(Saved entries)
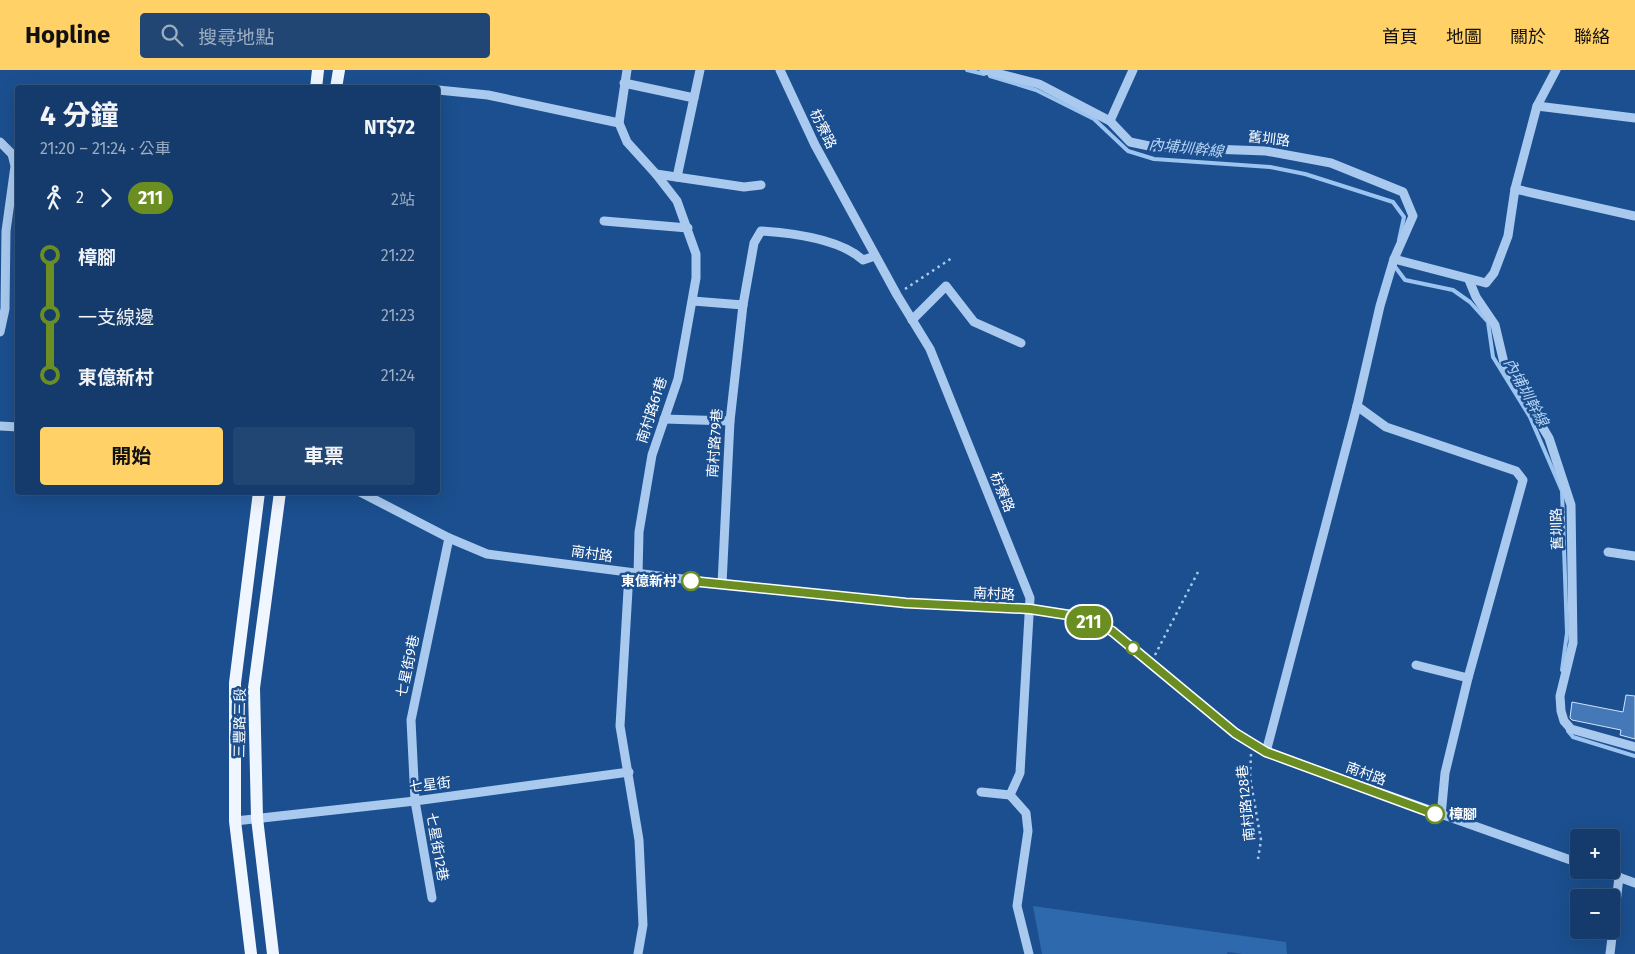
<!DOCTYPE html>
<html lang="zh-TW">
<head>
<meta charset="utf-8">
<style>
  :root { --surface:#143b6b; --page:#214673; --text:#f1f3f6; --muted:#9dadc1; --line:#33557e; --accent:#ffd166 }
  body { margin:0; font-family:"Fira Sans","Noto Sans TC",sans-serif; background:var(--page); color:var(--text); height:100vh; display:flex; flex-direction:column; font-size:19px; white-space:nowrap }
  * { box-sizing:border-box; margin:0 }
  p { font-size:16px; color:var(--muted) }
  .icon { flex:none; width:28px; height:28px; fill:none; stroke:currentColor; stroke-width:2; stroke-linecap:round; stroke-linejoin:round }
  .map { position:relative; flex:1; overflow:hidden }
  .details { position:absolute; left:15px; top:15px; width:425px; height:410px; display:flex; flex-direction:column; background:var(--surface); border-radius:5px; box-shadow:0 5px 20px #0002,0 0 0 1px var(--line) }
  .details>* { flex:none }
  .badge { padding:0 10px; border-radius:16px; font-size:18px; line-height:32px }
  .tools { position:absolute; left:1570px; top:759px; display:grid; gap:10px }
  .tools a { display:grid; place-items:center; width:50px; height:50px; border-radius:5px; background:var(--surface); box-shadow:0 5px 20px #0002,0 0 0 1px var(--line); font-size:25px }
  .map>.badge { position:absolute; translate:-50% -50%; box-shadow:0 0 0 2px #fff }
  .legs { display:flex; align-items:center; gap:8px; height:55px; padding:0 25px; font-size:16px }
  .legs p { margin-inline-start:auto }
  .headline { display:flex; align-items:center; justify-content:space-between; height:85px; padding:0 25px }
  h1 { font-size:28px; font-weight:700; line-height:38px }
  .action { display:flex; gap:10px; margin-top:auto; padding:10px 25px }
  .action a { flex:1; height:58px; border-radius:5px; background:var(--accent); color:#111; font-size:20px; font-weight:700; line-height:58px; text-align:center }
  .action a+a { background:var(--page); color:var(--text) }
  ul { padding:0 25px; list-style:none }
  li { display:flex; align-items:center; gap:18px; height:60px; font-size:19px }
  li i { display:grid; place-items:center; width:8px; height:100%; margin:0 6px; background:currentColor }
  li i::after { content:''; width:12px; height:12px; margin:-6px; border:4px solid; border-radius:50%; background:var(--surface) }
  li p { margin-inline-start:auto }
  li:first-child i { background:linear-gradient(#0000 50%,currentColor 0) }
  li:last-child i { background:linear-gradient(currentColor 50%,#0000 0) }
  header { display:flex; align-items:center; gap:30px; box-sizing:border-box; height:70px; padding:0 25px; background:var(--accent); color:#111 }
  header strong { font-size:24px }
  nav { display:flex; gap:28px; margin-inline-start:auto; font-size:18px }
  .search { width:350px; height:45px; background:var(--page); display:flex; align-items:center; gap:12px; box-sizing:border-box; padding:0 18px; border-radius:5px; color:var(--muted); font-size:19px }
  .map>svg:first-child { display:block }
  .green { fill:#2e69ad }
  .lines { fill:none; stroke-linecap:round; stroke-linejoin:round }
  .stream { stroke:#9cc4f0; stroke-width:4 }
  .building { fill:#4478b7; stroke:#cfe3fa }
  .path { stroke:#a9c9ee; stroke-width:2.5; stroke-dasharray:2.5 4; stroke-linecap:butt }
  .minor { stroke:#a9c9ee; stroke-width:9 }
  .major { stroke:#f0f6ff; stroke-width:12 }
  .line-1-casing { stroke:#fff; stroke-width:11 }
  .line-1 { stroke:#6b8e23; stroke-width:8 }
  .stop-1-dot { fill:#fff; stroke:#6b8e23; stroke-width:2.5 }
  .labels { text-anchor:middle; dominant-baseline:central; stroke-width:5; stroke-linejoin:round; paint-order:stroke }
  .street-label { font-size:14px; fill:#fff; stroke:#1b4f8f }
  .stop-label { font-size:14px; font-weight:bold; fill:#fff; stroke:#1b4f8f; text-anchor:end }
  .water-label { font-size:15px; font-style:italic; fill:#b5d3f5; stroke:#1b4f8f }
</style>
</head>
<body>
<header>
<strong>Hopline</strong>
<div class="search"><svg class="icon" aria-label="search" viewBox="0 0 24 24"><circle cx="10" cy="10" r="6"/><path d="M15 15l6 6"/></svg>搜尋地點</div>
<nav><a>首頁</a><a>地圖</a><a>關於</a><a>聯絡</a></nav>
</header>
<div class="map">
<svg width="1635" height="884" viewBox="0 0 1635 884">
  <rect width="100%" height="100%" fill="#1b4f8f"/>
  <path class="green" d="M1033,836l253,36 1,12h-44l-15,-2 -1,2h-185z"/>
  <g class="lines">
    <g class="stream">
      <path d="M967,0l17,4"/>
      <path d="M990,6l46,14 58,29 34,32 26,8 116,8 35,7 88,28 11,15 -5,23"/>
      <path d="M1393,194l12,16 48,10 17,12 18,20 5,35 37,60 32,74 5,142 -5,37"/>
      <path d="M1568,661l5,6 62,19"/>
    </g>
  </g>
  <path class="building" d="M1626,625l9,1v43l-15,-4 1,-5 -49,-10 -2,-2 2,-16 51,10z"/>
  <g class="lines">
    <g class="path">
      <path d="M905,219l47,-31"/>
      <path d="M1155,585l44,-85"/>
      <path d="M1251,684l-1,23 11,63 -3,19"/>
    </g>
    <g class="minor">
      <path d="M627,0l-8,53 8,19 29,32 21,27 19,53v24l-18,101 -26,76 -13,77 -1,43"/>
      <path d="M780,0l35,75 82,150 33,54 100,249 -10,175 -10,22 16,18 2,18 -11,75 12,48"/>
      <path d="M984,0l55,14 71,37 20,21 24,5 112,4 65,12 72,29 10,24 -19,43 -14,47 -23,100 -91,346"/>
      <path d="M624,13l70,15"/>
      <path d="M438,20l50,5 131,28"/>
      <path d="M1537,36l98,12"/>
      <path d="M1110,51l23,-51"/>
      <path d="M0,72l12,12 3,12 -9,65 -1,78 -5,23"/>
      <path d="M656,104l88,13 17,-2"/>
      <path d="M677,107l23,-107"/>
      <path d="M1515,119l120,27"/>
      <path d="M604,151l84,7"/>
      <path d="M1394,189l92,24 8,-10 14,-37 7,-47 22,-83 19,-36"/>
      <path d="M1469,210l7,17 19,28 9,38 45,75 22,67 2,138 -13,53 1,15 3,10 7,8 64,18"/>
      <path d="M693,231l50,4 11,-62 7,-12c30,2 79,8 102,29l12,-4"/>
      <path d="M912,250l34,-34 28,36 47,21"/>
      <path d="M1357,336l29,21 130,44 7,9 -55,198 -23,95 -4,43"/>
      <path d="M664,349l66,2"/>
      <path d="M0,356l18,1"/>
      <path d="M360,422l89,46 38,16 235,30 184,19 124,6 45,7 37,15 123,102 31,19 313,111"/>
      <path d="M1608,482l27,4"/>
      <path d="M629,503l-9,153 19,114 4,85 -5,29"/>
      <path d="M722,514l8,-163 13,-116"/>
      <path d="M1416,595l52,13"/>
      <path d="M981,722l29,3"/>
      <path d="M235,751l180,-20 214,-29"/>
      <path d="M1599,800l36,13"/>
      <path d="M432,828l-17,-97 -4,-81 38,-182"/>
      <path d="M1610,884l9,-77"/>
    </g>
    <g class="major">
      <path d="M316,18l2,-18"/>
      <path d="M336,18l3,-18"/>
      <path d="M251,884l-16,-133v-138l24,-191"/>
      <path d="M273,884l-16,-136 -3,-130 26,-196"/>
    </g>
  </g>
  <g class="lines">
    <defs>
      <path id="line-1" d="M691,511l215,22 124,6 45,7 37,15 123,102 31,19 169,62"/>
    </defs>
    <use href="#line-1" class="line-1-casing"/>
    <use href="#line-1" class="line-1"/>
  </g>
  <g class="stop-1-dot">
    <circle cx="691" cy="511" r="9"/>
    <circle cx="1133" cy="578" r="6"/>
    <circle cx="1435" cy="744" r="9"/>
  </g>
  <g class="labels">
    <g class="street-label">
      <text transform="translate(823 59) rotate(64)">枋寮路</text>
      <text transform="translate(1269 69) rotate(7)">舊圳路</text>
      <text transform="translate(652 340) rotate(-72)">南村路61巷</text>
      <text transform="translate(715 373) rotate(-86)">南村路79巷</text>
      <text transform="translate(1002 422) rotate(68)">枋寮路</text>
      <text transform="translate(1557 459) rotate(-92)">舊圳路</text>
      <text transform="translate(592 484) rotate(8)">南村路</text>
      <text transform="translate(994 524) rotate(3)">南村路</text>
      <text transform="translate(408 596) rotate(-78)">七星街9巷</text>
      <text transform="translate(240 653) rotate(-89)">三豐路三段</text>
      <text transform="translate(1366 704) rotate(20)">南村路</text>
      <text transform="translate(430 715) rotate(-7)">七星街</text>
      <text transform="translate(1246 733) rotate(-96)">南村路128巷</text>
      <text transform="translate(437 777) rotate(80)">七星街12巷</text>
    </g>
    <g class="stop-label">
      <text x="677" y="511">東億新村</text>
      <text x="1449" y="744" text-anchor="start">樟腳</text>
    </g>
    <g class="water-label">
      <text transform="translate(1186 78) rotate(6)">內埔圳幹線</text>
      <text transform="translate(1526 322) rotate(61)">內埔圳幹線</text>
    </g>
  </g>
</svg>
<div class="tools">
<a>+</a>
<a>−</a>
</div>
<b class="badge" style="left:1089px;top:552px;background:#6b8e23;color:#fff">211</b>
<section class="details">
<div class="headline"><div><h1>4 分鐘</h1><p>21:20 – 21:24 · 公車</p></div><b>NT$72</b></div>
<div class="legs"><svg class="icon" aria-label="walk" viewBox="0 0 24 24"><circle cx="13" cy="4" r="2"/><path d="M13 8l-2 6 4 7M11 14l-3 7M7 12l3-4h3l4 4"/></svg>2<svg class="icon" aria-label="forward" viewBox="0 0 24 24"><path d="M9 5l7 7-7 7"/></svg><b class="badge" style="background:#6b8e23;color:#fff">211</b><p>2站</p></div>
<ul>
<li><i style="color:#6b8e23"></i><b>樟腳</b><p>21:22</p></li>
<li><i style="color:#6b8e23"></i><span>一支線邊</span><p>21:23</p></li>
<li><i style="color:#6b8e23"></i><b>東億新村</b><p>21:24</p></li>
</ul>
<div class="action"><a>開始</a><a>車票</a></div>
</section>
</div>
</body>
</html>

#### Aim of the exercise
Set down word for word the lines from the opening of the entries above through the line that contains "position:relative; flex:1; overflow:hidden", and omit every picture.

#### Answer for this exercise
<!DOCTYPE html>
<html lang="zh-TW">
<head>
<meta charset="utf-8">
<style>
  :root { --surface:#143b6b; --page:#214673; --text:#f1f3f6; --muted:#9dadc1; --line:#33557e; --accent:#ffd166 }
  body { margin:0; font-family:"Fira Sans","Noto Sans TC",sans-serif; background:var(--page); color:var(--text); height:100vh; display:flex; flex-direction:column; font-size:19px; white-space:nowrap }
  * { box-sizing:border-box; margin:0 }
  p { font-size:16px; color:var(--muted) }
  .icon { flex:none; width:28px; height:28px; fill:none; stroke:currentColor; stroke-width:2; stroke-linecap:round; stroke-linejoin:round }
  .map { position:relative; flex:1; overflow:hidden }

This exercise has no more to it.